So I urge us all to open out the heart space, get into your head space, clear out some belly space. Hold your own space. Flow in the universal space. As you move, you keep space flowing. Feel the space inside of you, and the space around you. Be space.

I’d love to know what Space means to people? If there’s any experts on any of these subjects I’ve crudely touched upon, examples, expansions…? Contact me on Flo’s Space.

A few suggestions for yoga practice to connect to the space element and get the most out of it.

Some nice yoga poses from the famous DC that connect you to the space element. I’d throw in Chakrasana (The wheel pose), and Camatkarasana (Wild thing pose) too. And maybe take Savassana in a star fish pose.

The Aaakash Mudra connects you to the space element. Pressing the middle finger against the thumb can increase space to elevate thoughts and intuition. In Yoga school we were told that Indian mothers adapt this mudra by holding down the middle finger with the thumb of their child with earache, as earache signifies too much of the space element.

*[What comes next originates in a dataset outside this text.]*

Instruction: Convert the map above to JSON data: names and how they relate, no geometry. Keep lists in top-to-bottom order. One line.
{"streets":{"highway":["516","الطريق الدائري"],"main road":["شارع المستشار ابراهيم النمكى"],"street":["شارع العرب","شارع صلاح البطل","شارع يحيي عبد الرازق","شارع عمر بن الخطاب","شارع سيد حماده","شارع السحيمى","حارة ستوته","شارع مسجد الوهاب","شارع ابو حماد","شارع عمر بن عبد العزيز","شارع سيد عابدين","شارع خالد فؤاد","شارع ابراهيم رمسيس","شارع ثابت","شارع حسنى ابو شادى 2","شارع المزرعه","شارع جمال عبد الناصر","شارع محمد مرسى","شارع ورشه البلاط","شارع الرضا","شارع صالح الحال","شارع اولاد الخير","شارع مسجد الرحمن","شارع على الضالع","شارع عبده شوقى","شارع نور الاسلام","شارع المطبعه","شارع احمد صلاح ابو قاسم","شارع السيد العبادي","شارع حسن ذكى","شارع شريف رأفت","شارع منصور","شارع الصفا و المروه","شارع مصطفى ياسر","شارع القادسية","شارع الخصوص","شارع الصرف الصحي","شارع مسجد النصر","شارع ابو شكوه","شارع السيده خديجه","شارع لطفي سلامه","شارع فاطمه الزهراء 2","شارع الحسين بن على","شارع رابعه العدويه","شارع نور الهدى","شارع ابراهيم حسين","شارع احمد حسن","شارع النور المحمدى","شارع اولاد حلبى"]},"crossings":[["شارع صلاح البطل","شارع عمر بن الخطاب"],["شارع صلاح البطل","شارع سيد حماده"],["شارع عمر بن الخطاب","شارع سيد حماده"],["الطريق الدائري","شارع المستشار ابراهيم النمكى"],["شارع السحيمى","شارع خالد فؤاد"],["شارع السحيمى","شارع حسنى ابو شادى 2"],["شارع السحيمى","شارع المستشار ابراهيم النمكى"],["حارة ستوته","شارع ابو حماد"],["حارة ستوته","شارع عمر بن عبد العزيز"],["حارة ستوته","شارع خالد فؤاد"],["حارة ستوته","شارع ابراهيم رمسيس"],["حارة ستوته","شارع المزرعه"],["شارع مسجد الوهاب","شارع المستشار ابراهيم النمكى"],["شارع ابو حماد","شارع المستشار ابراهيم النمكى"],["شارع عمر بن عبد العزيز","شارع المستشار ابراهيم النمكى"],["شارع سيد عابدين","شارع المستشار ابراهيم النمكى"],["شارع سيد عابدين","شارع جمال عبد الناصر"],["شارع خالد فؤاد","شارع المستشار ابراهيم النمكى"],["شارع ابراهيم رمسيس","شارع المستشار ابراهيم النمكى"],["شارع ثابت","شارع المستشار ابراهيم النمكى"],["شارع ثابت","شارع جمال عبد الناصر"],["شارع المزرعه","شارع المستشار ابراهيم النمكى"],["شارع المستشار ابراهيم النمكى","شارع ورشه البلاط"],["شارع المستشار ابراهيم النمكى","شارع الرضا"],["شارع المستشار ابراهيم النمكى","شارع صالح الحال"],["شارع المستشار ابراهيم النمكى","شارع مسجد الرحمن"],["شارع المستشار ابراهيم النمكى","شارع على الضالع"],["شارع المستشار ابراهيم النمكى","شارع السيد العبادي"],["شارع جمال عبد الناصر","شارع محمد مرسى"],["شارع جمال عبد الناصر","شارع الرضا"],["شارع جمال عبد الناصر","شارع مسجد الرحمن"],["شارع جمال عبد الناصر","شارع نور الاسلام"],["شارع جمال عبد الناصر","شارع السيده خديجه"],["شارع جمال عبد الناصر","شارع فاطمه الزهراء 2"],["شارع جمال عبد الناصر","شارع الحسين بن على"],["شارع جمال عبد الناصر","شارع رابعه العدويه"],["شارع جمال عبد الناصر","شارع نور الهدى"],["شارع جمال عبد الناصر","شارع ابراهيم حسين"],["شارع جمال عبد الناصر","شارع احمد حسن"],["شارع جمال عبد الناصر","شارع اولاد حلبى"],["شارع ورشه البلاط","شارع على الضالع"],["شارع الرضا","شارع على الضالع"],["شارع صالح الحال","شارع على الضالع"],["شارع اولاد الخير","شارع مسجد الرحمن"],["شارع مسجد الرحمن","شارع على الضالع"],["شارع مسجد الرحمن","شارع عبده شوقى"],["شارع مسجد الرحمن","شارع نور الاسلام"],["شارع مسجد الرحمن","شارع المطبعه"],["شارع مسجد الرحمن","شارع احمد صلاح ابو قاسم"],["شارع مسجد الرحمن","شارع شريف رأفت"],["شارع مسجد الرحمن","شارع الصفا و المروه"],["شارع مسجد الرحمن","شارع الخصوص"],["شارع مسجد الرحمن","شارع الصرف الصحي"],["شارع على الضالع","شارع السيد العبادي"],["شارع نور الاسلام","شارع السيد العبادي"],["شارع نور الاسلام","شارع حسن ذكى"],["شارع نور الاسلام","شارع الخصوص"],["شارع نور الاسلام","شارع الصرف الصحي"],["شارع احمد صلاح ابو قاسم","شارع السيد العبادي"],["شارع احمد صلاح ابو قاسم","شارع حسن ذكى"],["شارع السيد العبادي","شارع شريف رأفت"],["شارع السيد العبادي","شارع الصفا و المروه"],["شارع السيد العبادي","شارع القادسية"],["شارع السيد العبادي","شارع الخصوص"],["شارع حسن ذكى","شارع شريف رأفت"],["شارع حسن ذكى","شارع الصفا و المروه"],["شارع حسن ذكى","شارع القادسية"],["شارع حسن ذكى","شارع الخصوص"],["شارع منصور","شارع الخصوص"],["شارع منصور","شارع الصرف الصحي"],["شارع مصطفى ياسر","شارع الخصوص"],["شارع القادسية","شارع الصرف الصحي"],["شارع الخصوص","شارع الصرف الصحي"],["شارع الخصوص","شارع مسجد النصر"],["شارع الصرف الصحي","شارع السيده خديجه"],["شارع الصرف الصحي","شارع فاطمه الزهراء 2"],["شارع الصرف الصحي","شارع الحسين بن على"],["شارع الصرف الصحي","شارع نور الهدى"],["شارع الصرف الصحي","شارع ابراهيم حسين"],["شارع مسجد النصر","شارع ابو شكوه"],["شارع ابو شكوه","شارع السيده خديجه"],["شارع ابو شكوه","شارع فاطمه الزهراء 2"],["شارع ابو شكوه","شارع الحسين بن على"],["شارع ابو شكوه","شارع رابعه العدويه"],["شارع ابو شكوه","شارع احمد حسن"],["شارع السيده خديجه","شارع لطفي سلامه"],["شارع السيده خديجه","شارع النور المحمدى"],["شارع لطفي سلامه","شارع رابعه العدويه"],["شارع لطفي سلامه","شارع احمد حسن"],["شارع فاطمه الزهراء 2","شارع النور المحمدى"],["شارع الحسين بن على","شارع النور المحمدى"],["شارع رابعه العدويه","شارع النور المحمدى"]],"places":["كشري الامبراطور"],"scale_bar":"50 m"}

However, they wont do it longer than is necessary as it can close down the connection to spirituality.

The Vishuddi Chakra (throat), thyroid gland, lungs, metabolism, vocal chords, hearing, pharynx, oesophagus, are all governed by the element of space. They all need space to function within, and into. Meditating on this chakra can connect you to more space if you need it, or bring you back if you’re feeling too spaced out…Depending on how much you like being a space cadet.

One last teaching to share from my yogi masters, with an adapted explanation from this nice website

The Clay Pot theory

Space inside and outside a clay pot can be considered as the essence of the universe. There is space inside a pot. There is space inside every pot. There is space outside the pot. There is no difference between the space inside the pot and outside the pot. Every pot has the same space inside and outside it. All space is the same. Space was there before the pot was there. Space will be there after the pot is gone. Space is there when the pot is there. Space has never been affected by the coming and going of the pot. Consciousness is like the space. All the objects, including our own body and mind are like the pot.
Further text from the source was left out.